Wiser’s Burns responds to roundtable criticism

It's hard to seperate gender and race in South Africa
It's hard to seperate gender and race in South Africa

The Mail & Guardian's Deshnee Subramany wrote an opinion piece on her views of a discussion round-table and audience event at the Wits Institute for Social and Economic Research (Wiser) last week. We are delighted that several people wrote about the event. Subramany did not have a tape recorder in her hand and did not appear to take notes in the after-forum discussion, so the points she makes are from her memory only, and many of them are misrecalled.

What is of interest here, and also the substance of Subramany's impressions are these: that Wiser did not constitute a representative panel (correct); that nonetheless issues of power, sexuality, race and class were constantly inflected with debates about femaleness and gender identity in the evening's events (correct); and that I disputed with her afterwards that the lack of what Subramany called variously an African and also a black woman was a deligitimising factor (also correct).

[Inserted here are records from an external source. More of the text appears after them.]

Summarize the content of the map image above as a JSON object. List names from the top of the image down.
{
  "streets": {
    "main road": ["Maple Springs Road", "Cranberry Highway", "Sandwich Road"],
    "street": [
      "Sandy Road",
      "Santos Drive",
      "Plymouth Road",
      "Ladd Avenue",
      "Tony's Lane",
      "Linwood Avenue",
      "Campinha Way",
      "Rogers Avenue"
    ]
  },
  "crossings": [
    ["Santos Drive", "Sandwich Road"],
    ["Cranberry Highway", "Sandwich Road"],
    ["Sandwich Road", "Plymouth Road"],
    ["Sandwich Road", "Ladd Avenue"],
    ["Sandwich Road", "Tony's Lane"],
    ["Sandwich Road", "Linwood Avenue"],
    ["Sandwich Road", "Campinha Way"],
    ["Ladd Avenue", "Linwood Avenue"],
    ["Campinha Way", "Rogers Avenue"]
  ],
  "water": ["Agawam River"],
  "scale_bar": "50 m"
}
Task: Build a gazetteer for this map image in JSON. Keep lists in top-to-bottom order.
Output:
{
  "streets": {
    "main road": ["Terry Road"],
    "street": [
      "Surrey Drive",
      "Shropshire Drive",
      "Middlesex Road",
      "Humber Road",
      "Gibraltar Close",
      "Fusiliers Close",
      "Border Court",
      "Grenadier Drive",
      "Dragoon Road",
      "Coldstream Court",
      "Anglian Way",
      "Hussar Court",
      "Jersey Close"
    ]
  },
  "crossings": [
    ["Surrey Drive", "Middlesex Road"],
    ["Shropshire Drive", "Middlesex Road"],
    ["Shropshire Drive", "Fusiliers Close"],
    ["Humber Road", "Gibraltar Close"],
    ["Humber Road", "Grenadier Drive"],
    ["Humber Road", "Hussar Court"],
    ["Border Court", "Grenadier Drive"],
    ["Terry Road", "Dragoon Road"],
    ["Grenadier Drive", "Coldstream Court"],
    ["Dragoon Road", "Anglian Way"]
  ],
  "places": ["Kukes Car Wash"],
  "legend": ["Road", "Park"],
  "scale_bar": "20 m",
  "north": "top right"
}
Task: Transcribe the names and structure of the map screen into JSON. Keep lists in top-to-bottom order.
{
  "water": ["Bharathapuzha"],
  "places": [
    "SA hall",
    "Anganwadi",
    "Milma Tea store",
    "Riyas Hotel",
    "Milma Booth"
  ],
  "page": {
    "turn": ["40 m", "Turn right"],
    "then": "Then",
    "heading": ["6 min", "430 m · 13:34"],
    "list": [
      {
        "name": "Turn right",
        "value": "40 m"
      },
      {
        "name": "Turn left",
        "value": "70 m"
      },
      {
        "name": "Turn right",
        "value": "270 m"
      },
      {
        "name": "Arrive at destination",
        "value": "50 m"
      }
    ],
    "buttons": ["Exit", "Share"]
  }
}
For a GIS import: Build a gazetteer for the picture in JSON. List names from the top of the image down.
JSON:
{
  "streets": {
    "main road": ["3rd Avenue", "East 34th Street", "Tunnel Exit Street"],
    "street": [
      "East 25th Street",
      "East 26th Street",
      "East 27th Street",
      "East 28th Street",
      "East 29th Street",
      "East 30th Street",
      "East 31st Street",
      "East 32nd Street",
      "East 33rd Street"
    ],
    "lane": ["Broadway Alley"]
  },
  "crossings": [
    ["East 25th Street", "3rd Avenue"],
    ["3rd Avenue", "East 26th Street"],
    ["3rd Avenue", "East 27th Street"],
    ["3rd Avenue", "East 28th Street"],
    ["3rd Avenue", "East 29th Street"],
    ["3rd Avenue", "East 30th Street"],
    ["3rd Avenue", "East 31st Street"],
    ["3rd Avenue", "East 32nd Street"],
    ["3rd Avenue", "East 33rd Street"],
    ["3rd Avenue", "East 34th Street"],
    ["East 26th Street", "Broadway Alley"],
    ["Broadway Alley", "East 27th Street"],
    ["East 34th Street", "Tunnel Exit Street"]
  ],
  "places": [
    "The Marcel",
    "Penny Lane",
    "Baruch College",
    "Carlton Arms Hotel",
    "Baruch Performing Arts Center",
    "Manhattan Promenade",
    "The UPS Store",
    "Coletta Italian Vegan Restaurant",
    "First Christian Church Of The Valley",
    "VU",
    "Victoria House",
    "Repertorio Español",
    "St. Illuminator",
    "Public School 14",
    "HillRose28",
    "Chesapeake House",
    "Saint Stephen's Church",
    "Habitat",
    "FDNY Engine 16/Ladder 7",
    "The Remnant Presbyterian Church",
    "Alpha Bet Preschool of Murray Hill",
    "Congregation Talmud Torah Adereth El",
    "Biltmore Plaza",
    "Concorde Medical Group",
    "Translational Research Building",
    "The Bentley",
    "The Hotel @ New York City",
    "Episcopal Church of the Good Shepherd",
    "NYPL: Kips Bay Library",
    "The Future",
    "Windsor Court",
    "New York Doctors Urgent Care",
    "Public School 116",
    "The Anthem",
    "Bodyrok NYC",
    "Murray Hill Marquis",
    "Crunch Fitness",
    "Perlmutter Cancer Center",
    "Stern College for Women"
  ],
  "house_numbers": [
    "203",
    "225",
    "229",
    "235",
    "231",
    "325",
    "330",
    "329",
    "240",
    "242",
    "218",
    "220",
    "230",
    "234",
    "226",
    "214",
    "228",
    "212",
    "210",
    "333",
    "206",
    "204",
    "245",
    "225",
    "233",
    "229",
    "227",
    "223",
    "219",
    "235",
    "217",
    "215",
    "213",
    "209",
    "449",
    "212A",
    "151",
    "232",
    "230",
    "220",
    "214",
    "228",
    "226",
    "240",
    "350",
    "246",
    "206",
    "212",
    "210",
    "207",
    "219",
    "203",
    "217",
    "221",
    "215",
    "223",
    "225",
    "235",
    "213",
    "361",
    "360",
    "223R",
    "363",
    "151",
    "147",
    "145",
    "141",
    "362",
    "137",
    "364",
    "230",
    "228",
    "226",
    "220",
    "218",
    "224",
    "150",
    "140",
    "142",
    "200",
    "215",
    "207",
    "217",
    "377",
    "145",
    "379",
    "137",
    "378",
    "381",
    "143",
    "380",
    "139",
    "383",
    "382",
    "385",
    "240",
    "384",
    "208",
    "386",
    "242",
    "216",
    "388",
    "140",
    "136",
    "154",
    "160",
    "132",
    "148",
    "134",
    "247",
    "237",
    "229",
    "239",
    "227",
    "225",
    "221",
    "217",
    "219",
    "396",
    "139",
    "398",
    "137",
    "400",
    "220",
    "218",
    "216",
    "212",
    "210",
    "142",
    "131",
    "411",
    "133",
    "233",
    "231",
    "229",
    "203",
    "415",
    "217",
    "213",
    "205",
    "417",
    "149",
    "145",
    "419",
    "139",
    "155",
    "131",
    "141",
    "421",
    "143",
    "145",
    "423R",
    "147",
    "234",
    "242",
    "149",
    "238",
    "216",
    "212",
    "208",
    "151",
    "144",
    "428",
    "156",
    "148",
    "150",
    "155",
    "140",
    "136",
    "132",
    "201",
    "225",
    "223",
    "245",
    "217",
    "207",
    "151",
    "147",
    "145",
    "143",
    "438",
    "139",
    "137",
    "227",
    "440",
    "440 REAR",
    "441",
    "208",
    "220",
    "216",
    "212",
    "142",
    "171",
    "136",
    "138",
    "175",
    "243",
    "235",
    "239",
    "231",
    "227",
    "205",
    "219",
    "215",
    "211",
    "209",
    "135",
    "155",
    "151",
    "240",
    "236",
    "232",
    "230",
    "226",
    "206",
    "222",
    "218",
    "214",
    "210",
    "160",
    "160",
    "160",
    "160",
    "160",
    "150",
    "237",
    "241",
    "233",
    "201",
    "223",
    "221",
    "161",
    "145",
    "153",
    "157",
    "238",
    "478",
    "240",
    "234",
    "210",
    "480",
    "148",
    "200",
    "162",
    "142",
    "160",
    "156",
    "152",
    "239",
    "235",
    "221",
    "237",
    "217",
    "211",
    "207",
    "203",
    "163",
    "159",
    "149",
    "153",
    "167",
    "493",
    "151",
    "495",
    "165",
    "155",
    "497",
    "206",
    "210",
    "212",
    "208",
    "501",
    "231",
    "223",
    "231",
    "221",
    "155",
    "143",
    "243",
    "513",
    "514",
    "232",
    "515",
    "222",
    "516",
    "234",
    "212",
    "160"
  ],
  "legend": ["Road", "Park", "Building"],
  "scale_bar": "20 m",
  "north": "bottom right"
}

This was one of the best attended events at Wiser in the last year, and people with a huge array of identities came to the campus that evening and were in the room. Wiser, a Wits University humanities institute, is devoted to addressing issues of deep research interest and purchase in our society and the globe. And last week, we were delighted with the vigorous and open debate and the wide array of positions, issues and nuanced arguments that the forum elicited.

Besides the three speakers – who talked passionately about the issues generated around Rebecca Davis's piece on being female in South African politics for 10 minutes each, drawing on their wealth of journalism experience – the event was dominated by points from the floor and then responses from the speakers.